**Exercise description:**
The following data is to be repeated exactly, its pictures excluded.

Segment Start: Recorded data

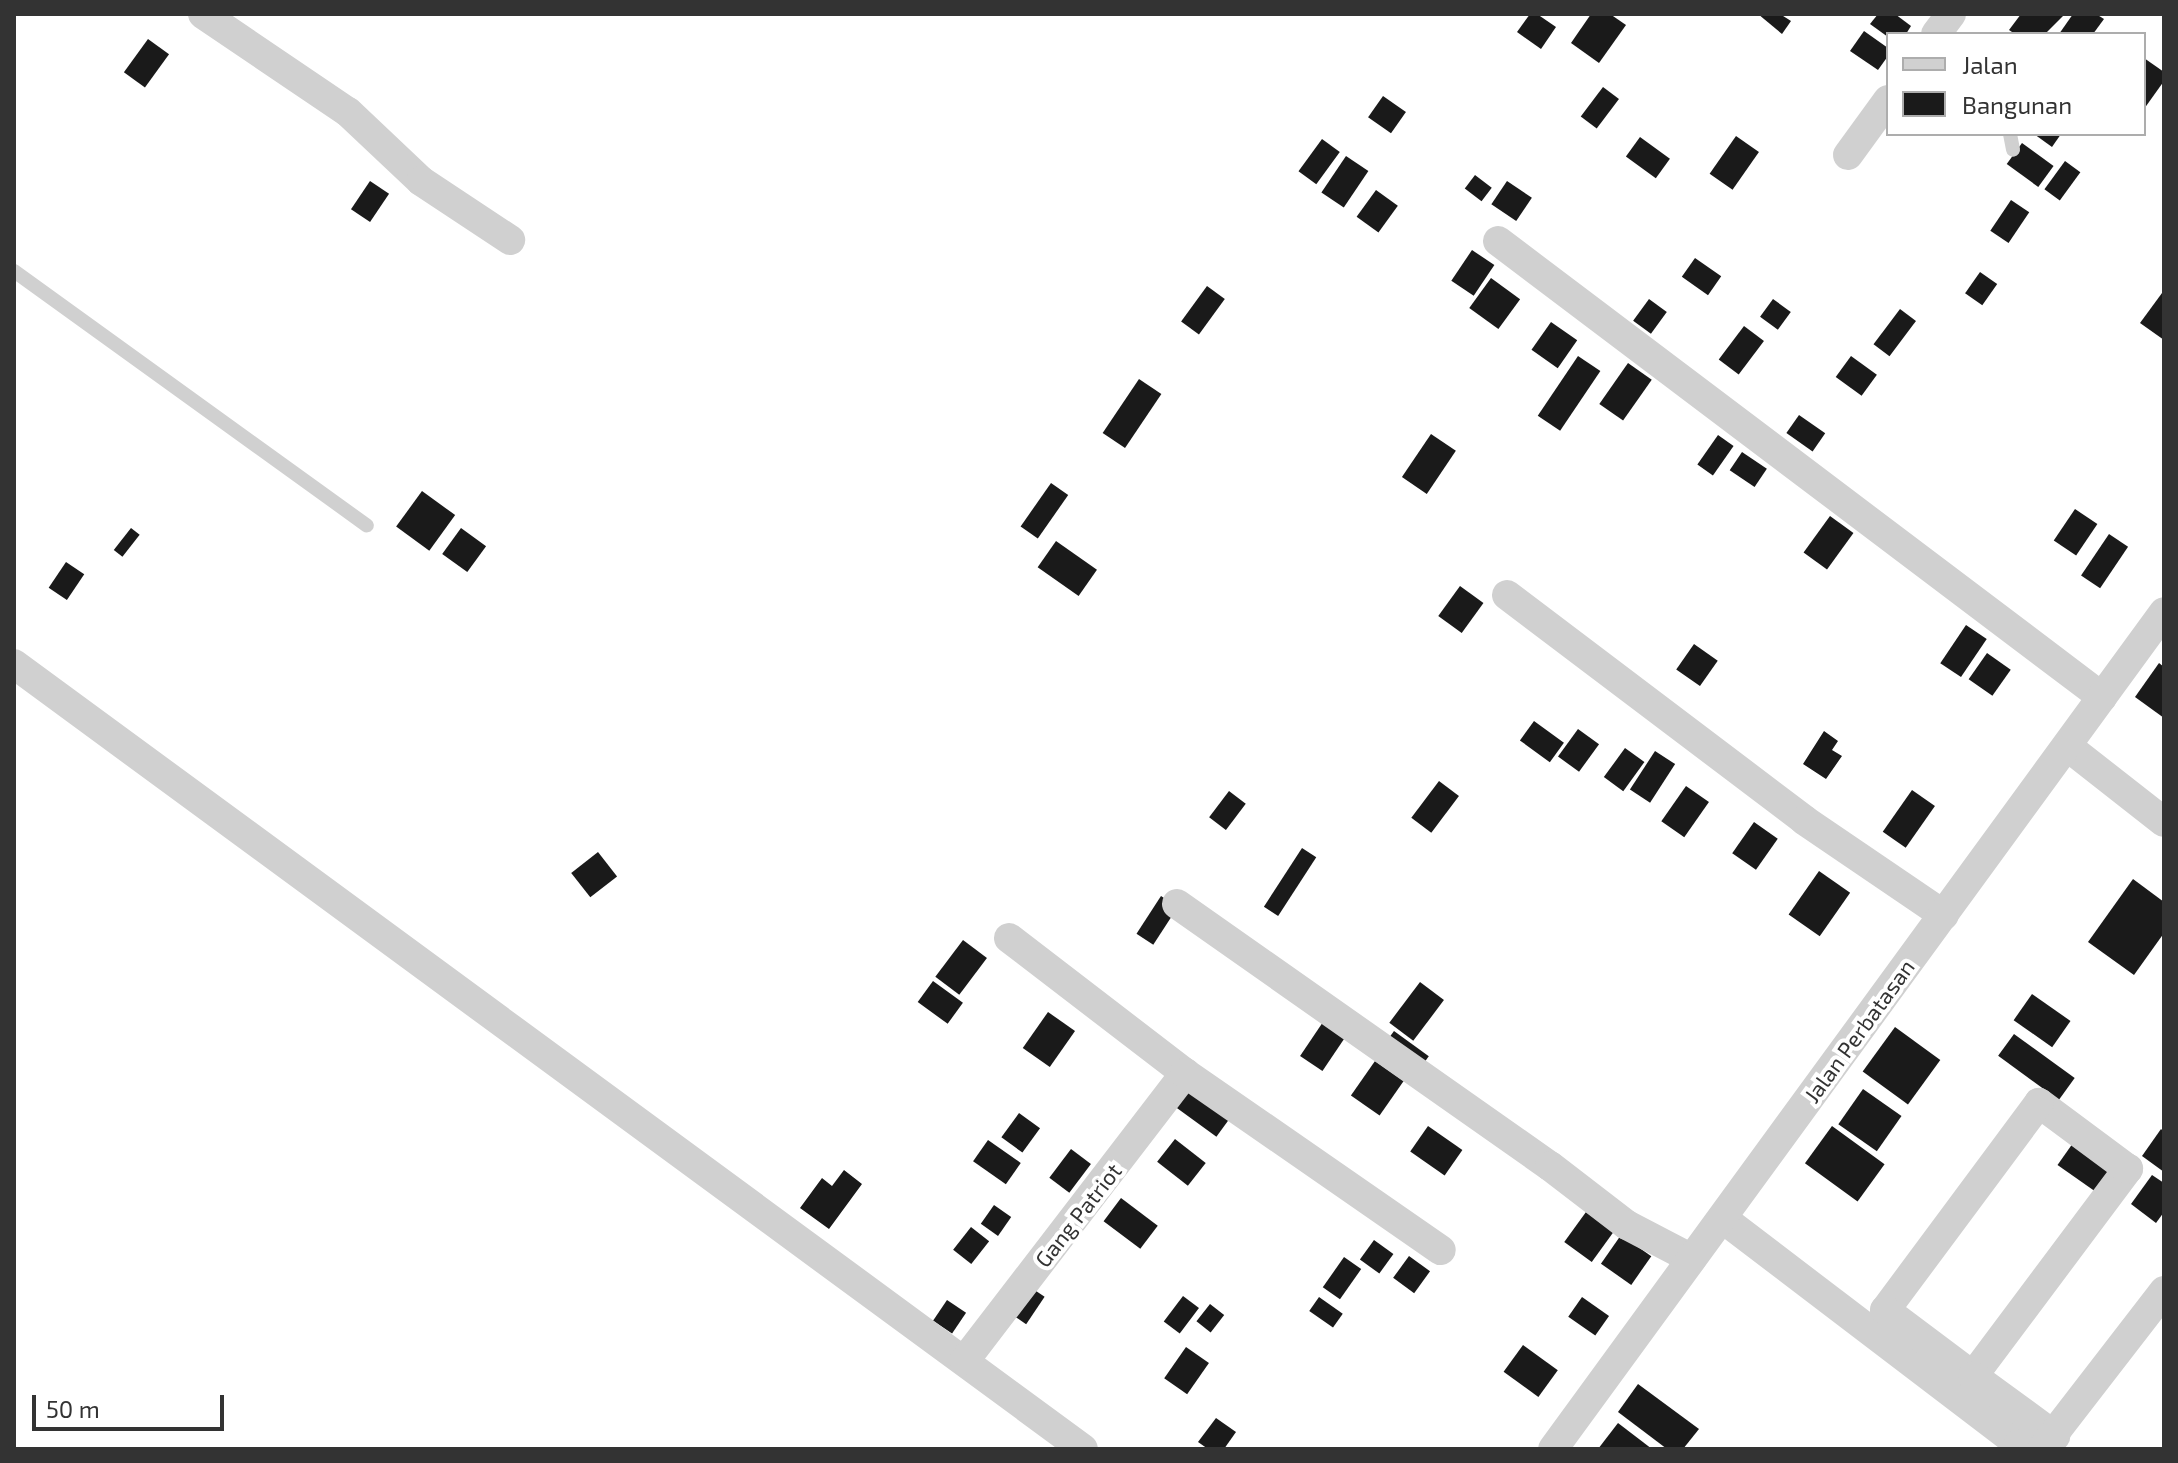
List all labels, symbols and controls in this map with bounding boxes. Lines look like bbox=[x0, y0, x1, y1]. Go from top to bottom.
legend bbox=[1886, 32, 2146, 136]
text: Jalan bbox=[1962, 50, 2018, 79]
text: Bangunan bbox=[1962, 90, 2072, 119]
street label: Jalan Perbatasan bbox=[1798, 954, 1920, 1108]
street label: Gang Patriot bbox=[1029, 1158, 1127, 1272]
scale bar bbox=[36, 1379, 228, 1429]
text: 50 m bbox=[46, 1394, 100, 1423]

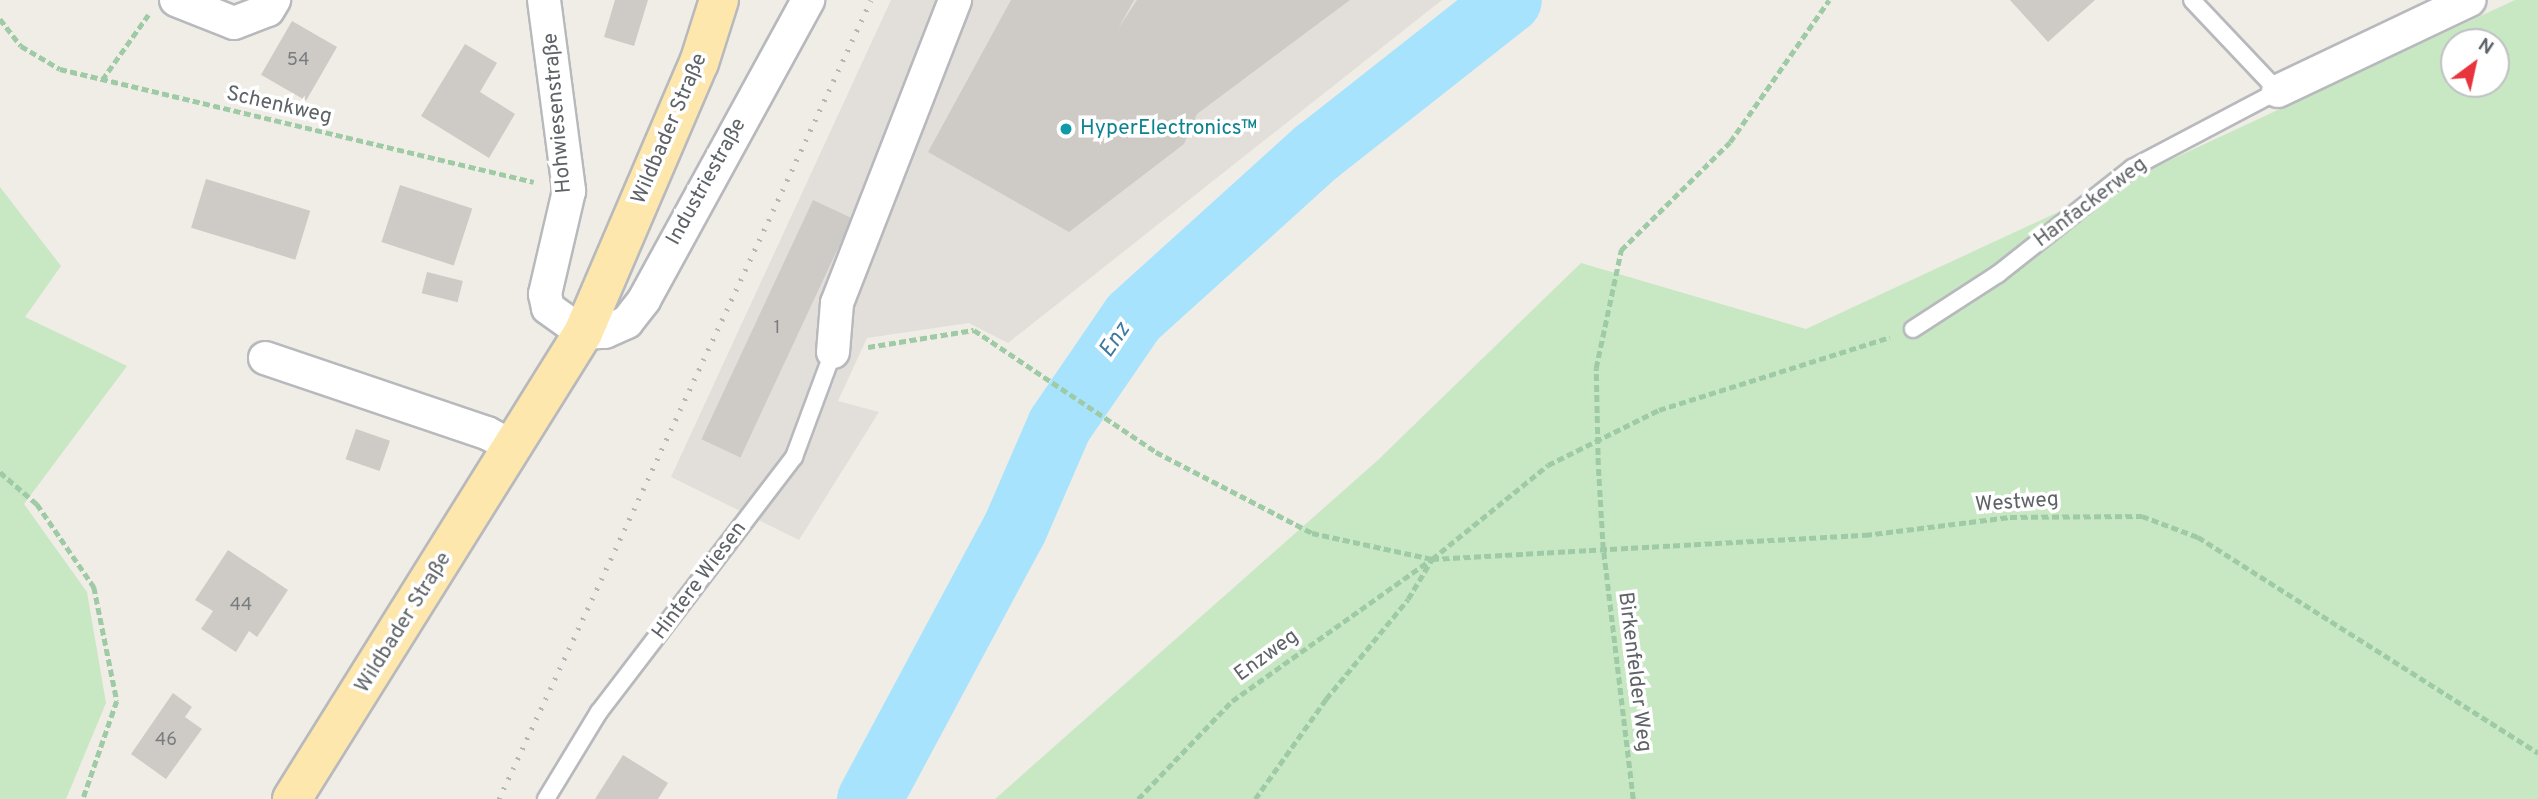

Segment End: Recorded data

**Written answer:**
List all labels, symbols and controls in this map with bounding boxes. Lines look like bbox=[x0, y0, x1, y1]. Go from top to bottom.
legend bbox=[1886, 32, 2146, 136]
text: Jalan bbox=[1962, 50, 2018, 79]
text: Bangunan bbox=[1962, 90, 2072, 119]
street label: Jalan Perbatasan bbox=[1798, 954, 1920, 1108]
street label: Gang Patriot bbox=[1029, 1158, 1127, 1272]
scale bar bbox=[36, 1379, 228, 1429]
text: 50 m bbox=[46, 1394, 100, 1423]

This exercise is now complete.